Example from the low-complexity-repeats-remove tool:
<data format="input" name="output"
label="$input.name (without low-complexity repeats)"
Similarly, most of the other tools have a 'label' option in the XML file.
The problem is that after running the workflow, the name of each dataset
becomes longer and longer, and more cumbersome.
Even if I start with a very short name for the initial FASTQ file (e.g.
'AG14'), The other datasets are named like:
AG14 (Fasta) clipped,
AG14 (Fasta) clipped collapsed,
Filter sequences by length on data 5
Filter sequences by length on data 5 (without low complexity repeats)
(The filter-sequences-by-length tool doesn't have a 'label' option with
makes the output even worse.)
I would like each data set to have a 'tag' - a short name which is
carried over from one dataset to the next, without taking the entire
dataset's name. This 'tag' is usually just the name of the initial dataset.
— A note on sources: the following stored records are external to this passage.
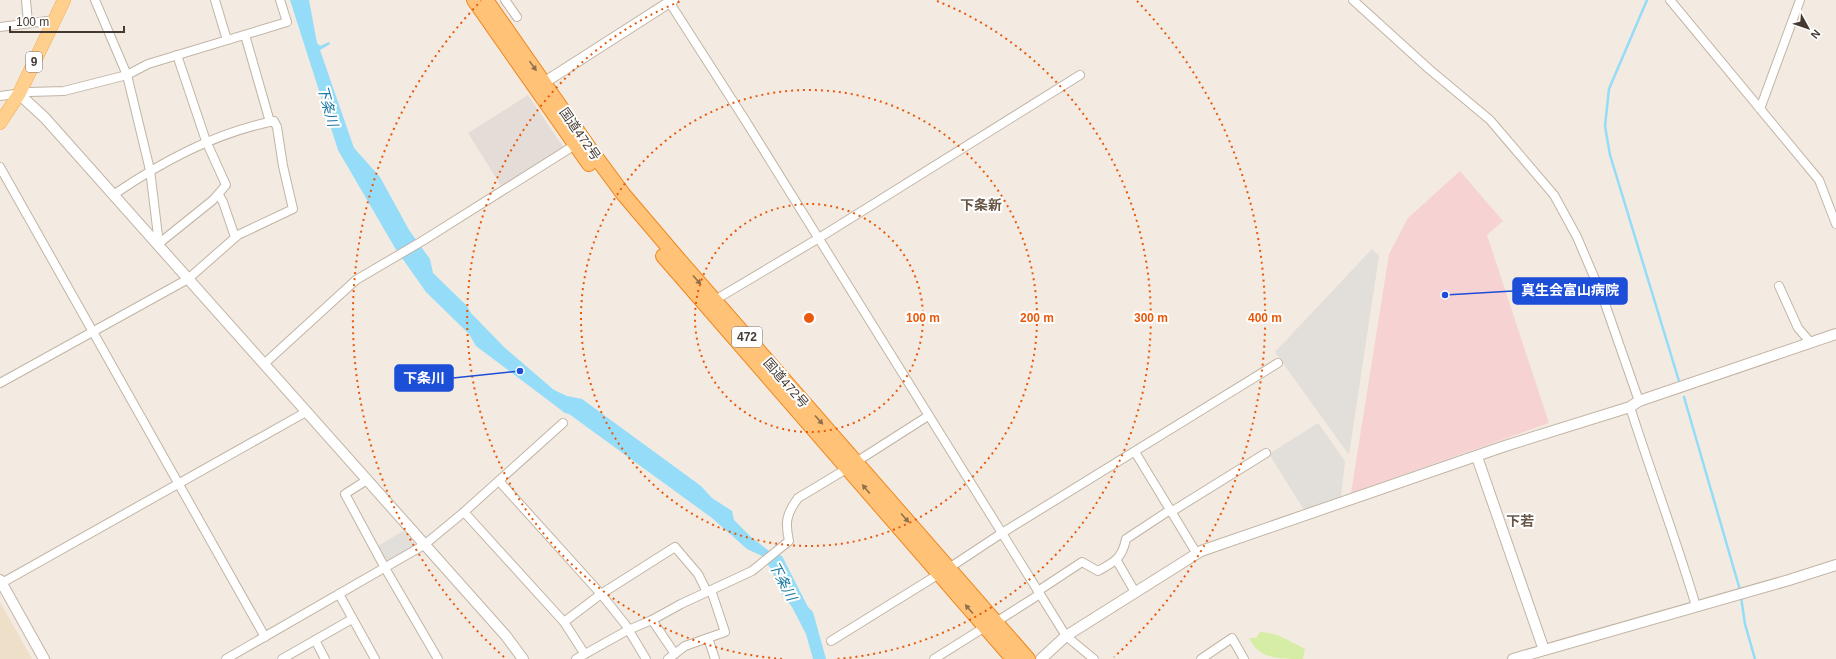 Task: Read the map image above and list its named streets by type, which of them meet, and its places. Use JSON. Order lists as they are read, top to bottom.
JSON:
{
  "streets": {
    "highway": ["国道472号", "472"],
    "main road": ["9"]
  },
  "districts": ["下条新", "下若"],
  "water": ["下条川"],
  "places": ["真生会富山病院", "下条川"],
  "scale_bar": "100 m",
  "north": "bottom right",
  "rings": [
    "100 m",
    "200 m",
    "300 m",
    "400 m"
  ]
} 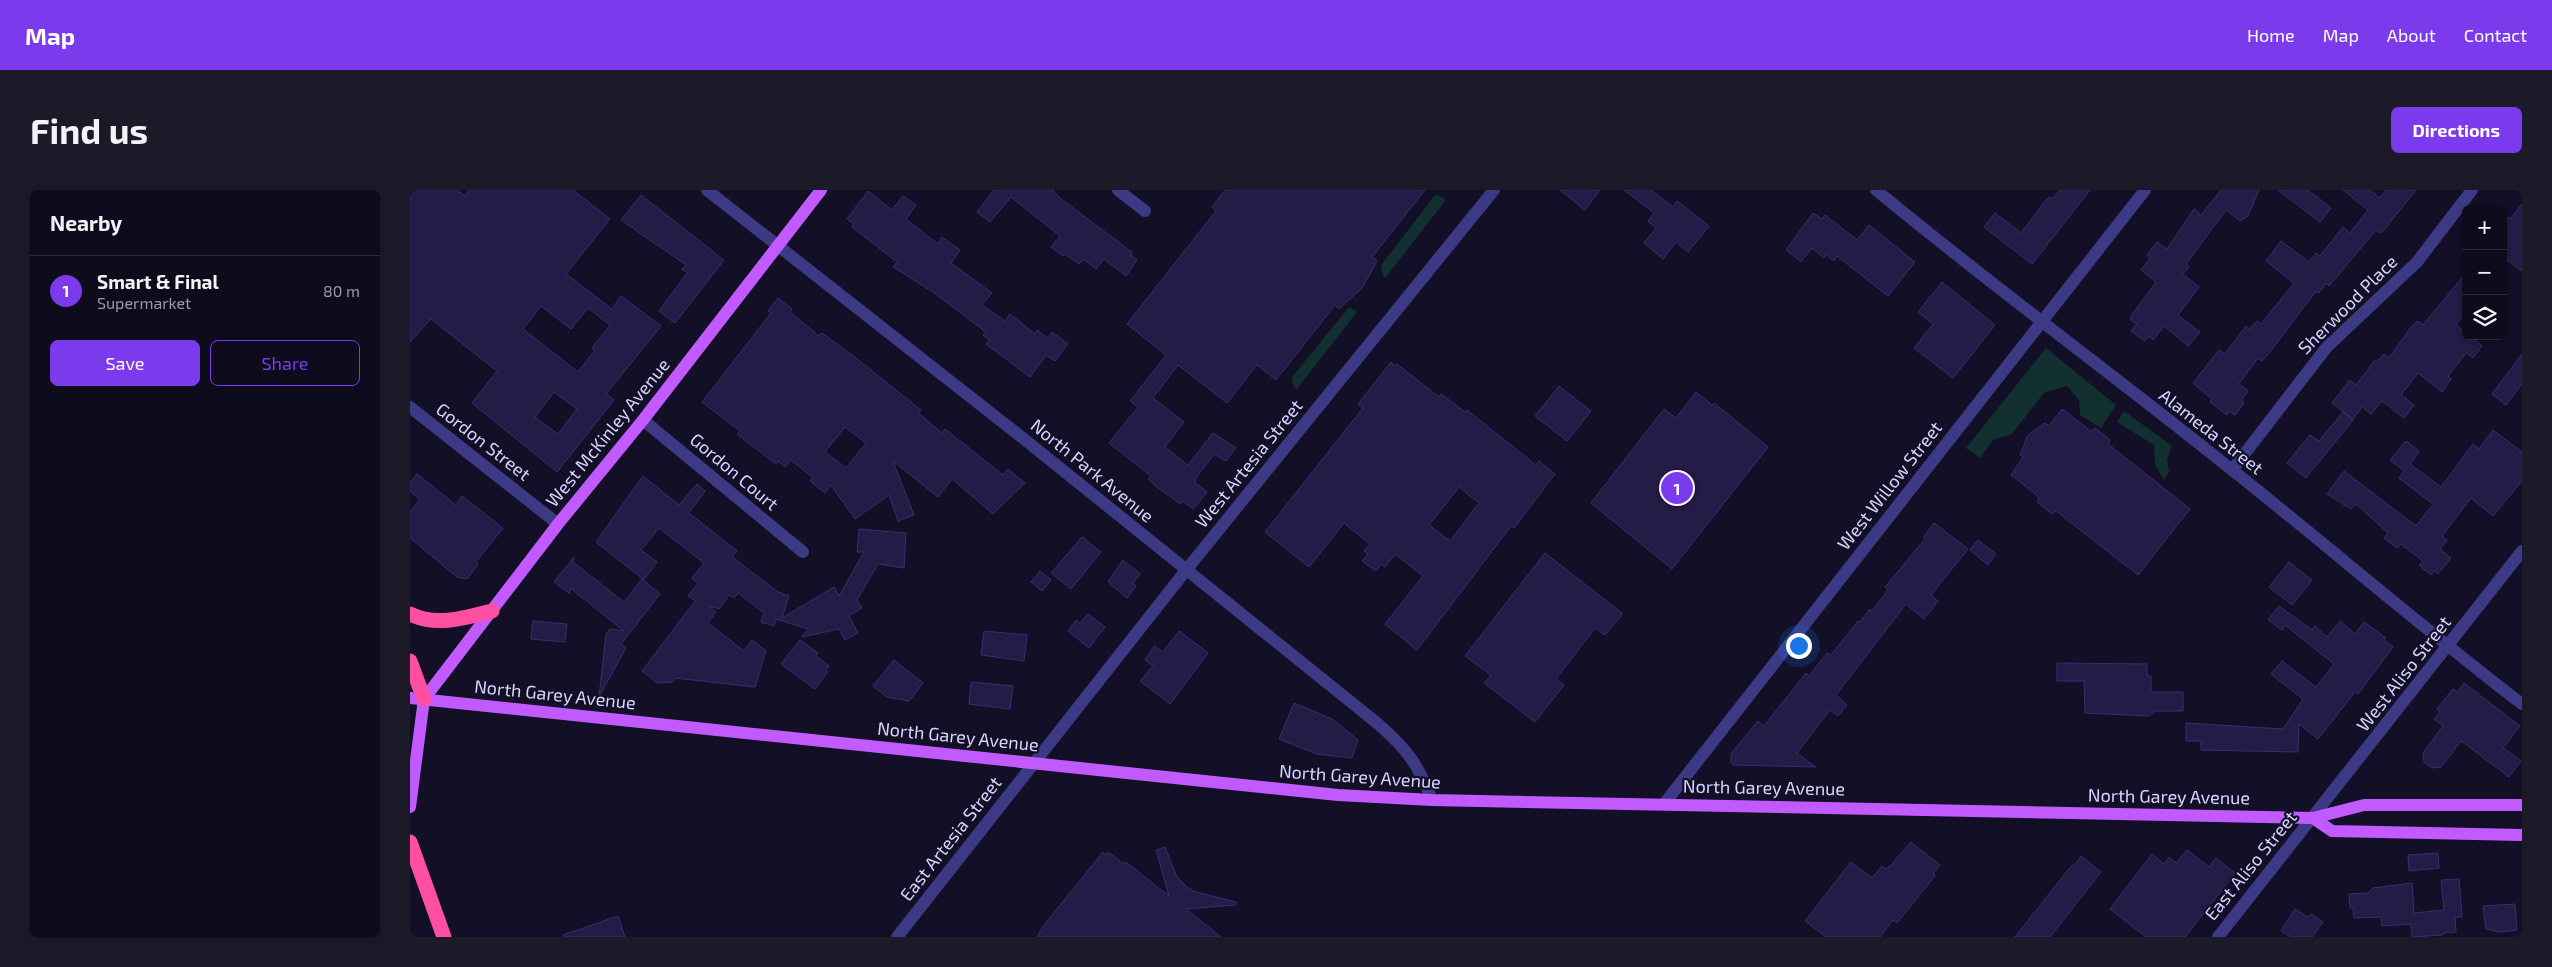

going back to the previous example, if I use the initial library name as
the tag (=AG14), the output of the workflow would look like:
AG14 (Filtered Sequences)
AG14 (without low complexity repeats)
I tried to add this functionality to the galaxy source code.
I'm aware that the Right Thing to do is probably to add a new column to
the relevant database table, and setup the tools to automatically take
the tag from one dataset to the next. However, as an intermediate
solution, my hack works nicely (I'm attaching pictures of 'before' and
'after :-) ).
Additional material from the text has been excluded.